Before this patch, the compiler gave a bump to the inline-threshold
when the total size of the allocas passed as arguments to the
callee was below 256 bytes.
This heuristic ignores that some of these allocas could have be removed
by SROA if inlining was applied.

Ideally, this bonus would be attributed to the threshold once the
size of all the allocas that could not be handled by SROA is known:
at the end of the InlineCost analysis.
However, we may never reach this point if the inline-cost analysis exits
early when the inline cost goes over the threshold mid-analysis.

This patch proposes:

  • Attribute the bonus in the inline-threshold when allocas are passed as arguments (regardless of their total size).
  • Assigns a cost to each alloca proportional to its size, such that the cost of all the allocas cancels the bonus.

Potential problems:

  • This patch assumes that removing alloca instructions with SROA is always profitable. This may not be the case if the total size of the allocas is still too big to be promoted to registers/LDS.
  • Redundant calls to getTotalAllocaSize
  • Awkwardly, the threshold attributed contributes to the single-bb and vector bonus.

Diff Detail

Event Timeline

jmmartinez created this revision.May 3 2023, 5:23 AM
Herald added a project: Restricted Project. · View Herald TranscriptMay 3 2023, 5:23 AM
jmmartinez requested review of this revision.May 3 2023, 5:23 AM
Herald added a project: Restricted Project. · View Herald TranscriptMay 3 2023, 5:23 AM

I started this 3-patch series to quick the discussion about how we could take into account the interaction between SROA and the Inliner in AMDGPU.

Currently, we may avoid inlining functions where inlining might be profitable due to SROA being applied. This patch tries to take that into account.
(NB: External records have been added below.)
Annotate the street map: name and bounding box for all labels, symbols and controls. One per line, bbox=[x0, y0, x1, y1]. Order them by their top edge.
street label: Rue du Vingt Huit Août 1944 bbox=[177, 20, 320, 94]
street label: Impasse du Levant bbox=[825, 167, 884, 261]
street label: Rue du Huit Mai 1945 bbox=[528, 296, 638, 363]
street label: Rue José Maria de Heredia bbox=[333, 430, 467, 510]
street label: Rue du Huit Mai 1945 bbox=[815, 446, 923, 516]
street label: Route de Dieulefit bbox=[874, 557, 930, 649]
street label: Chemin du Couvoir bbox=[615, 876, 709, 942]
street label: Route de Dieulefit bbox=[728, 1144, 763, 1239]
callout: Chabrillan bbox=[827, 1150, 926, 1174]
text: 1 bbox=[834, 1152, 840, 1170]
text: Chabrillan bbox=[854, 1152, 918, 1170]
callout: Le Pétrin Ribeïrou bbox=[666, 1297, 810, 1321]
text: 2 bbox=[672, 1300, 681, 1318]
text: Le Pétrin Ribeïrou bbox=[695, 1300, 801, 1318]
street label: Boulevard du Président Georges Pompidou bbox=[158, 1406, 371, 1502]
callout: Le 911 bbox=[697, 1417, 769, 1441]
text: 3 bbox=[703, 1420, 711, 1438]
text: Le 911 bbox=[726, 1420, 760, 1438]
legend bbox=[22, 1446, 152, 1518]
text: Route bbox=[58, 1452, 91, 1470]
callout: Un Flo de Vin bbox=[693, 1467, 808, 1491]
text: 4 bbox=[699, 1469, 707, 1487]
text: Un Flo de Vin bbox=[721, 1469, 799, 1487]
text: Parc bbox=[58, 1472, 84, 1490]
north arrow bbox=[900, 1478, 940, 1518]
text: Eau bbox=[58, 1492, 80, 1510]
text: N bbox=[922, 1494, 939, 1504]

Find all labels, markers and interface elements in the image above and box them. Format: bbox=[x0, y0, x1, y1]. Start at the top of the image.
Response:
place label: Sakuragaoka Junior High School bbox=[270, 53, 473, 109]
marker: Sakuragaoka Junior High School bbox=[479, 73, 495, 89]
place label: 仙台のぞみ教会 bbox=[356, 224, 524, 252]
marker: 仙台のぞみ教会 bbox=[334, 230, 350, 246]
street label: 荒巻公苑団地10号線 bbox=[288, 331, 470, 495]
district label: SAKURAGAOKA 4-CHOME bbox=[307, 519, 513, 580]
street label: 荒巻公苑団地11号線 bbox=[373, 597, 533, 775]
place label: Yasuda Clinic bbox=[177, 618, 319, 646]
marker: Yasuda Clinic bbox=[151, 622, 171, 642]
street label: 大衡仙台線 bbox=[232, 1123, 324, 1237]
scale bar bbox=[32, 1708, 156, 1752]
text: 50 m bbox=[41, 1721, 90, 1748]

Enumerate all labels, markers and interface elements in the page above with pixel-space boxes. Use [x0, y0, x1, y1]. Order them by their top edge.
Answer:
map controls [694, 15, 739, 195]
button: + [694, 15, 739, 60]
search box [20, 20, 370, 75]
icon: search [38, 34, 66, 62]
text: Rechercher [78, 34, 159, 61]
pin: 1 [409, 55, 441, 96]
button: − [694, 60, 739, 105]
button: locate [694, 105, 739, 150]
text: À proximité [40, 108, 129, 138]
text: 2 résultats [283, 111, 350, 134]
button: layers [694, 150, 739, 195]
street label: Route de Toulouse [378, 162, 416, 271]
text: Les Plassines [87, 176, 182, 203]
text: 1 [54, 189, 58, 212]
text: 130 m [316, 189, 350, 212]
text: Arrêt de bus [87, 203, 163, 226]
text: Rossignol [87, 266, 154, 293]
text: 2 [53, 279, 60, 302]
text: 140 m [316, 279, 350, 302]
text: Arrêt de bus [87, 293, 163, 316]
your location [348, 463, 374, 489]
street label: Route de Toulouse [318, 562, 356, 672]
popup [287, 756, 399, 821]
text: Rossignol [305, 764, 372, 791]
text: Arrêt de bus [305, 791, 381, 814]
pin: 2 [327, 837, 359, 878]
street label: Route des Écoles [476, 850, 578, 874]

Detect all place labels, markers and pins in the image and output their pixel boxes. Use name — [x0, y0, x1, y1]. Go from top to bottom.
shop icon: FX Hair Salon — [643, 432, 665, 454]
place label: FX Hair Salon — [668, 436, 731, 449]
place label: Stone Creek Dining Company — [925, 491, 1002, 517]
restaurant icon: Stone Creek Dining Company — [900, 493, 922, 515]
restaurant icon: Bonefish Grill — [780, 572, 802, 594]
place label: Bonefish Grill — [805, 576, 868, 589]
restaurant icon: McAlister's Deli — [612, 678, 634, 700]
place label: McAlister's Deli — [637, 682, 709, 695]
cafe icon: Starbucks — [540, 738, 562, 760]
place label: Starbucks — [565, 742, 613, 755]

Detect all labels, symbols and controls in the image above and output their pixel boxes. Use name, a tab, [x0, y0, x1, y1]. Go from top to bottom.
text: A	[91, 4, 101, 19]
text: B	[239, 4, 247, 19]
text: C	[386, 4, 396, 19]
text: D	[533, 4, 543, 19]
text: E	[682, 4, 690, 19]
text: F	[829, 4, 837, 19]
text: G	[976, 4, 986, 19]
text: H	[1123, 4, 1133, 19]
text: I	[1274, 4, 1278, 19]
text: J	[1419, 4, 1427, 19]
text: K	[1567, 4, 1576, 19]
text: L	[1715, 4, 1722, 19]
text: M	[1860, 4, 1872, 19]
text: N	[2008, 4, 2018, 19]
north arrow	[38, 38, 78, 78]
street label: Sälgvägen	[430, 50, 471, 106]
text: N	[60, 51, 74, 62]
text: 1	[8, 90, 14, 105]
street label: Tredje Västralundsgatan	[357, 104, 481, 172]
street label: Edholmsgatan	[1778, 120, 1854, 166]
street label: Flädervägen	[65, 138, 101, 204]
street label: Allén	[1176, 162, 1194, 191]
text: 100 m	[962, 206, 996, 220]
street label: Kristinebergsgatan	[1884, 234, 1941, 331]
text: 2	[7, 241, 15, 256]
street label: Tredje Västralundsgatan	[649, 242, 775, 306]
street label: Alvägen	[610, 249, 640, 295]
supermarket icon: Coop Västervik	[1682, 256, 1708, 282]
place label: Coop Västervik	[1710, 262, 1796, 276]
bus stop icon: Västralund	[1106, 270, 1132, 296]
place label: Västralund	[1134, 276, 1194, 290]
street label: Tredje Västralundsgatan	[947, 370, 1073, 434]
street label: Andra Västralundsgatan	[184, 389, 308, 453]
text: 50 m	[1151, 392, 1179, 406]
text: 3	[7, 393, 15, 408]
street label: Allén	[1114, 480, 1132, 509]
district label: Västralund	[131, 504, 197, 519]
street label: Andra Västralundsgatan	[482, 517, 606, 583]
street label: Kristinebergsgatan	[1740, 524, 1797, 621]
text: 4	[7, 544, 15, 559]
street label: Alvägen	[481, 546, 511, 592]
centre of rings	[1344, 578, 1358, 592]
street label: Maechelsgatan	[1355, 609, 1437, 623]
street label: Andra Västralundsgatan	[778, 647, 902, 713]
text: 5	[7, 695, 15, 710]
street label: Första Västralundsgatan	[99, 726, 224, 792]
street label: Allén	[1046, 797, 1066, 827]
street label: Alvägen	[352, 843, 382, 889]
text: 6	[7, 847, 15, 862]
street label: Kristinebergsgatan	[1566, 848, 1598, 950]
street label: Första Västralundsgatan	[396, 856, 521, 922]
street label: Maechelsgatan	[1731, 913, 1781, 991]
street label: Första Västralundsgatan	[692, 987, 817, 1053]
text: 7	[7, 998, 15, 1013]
Pierre-vh added inline comments.May 10 2023, 11:56 PM
llvm/lib/Target/AMDGPU/AMDGPUTargetTransformInfo.cpp
1221–1222

The way I understand this function is that it does a sum of the size of all the allocas used to pass arguments to a function, but only takes allocas that are in flat/private into account
If that's correct, I would rename the function to something more like getCallArgsTotalAllocaSize to reflect it.

Also nit: we seem to generally use unsigned for size types in LLVM, I also prefer size_t but I would just stay consistent with the unsigned below and also use unsigned here

1222–1226

Comment probably needs updating - this function now just calculate the size of all allocas, it doesn't adjust the inlining threshold

1252–1254
1267–1268

This is called during inlining cost calculations right? So I'd rephrase it as "that may be SROA'd" - it currently reads as this is being used by SROA

1274

Is it an issue? Can you elaborate a bit more?

llvm/test/Transforms/Inline/AMDGPU/amdgpu-inline-alloca-argument-cost.ll
97

newline at end of file :)
(I also had this a lot until I found a setting in my IDE to automatically insert it on save, if you use VSCode it's easy)

jmmartinez marked 4 inline comments as done.
  • Remarks taken into account
jmmartinez added inline comments.May 12 2023, 2:36 AM
llvm/lib/Target/AMDGPU/AMDGPUTargetTransformInfo.cpp
1274

After adding the inline threshold bonus that comes from adjustInliningThreshold, the threshold gets multiplied by threshold-multiplier, the single-bb bonus, and the vector bonus.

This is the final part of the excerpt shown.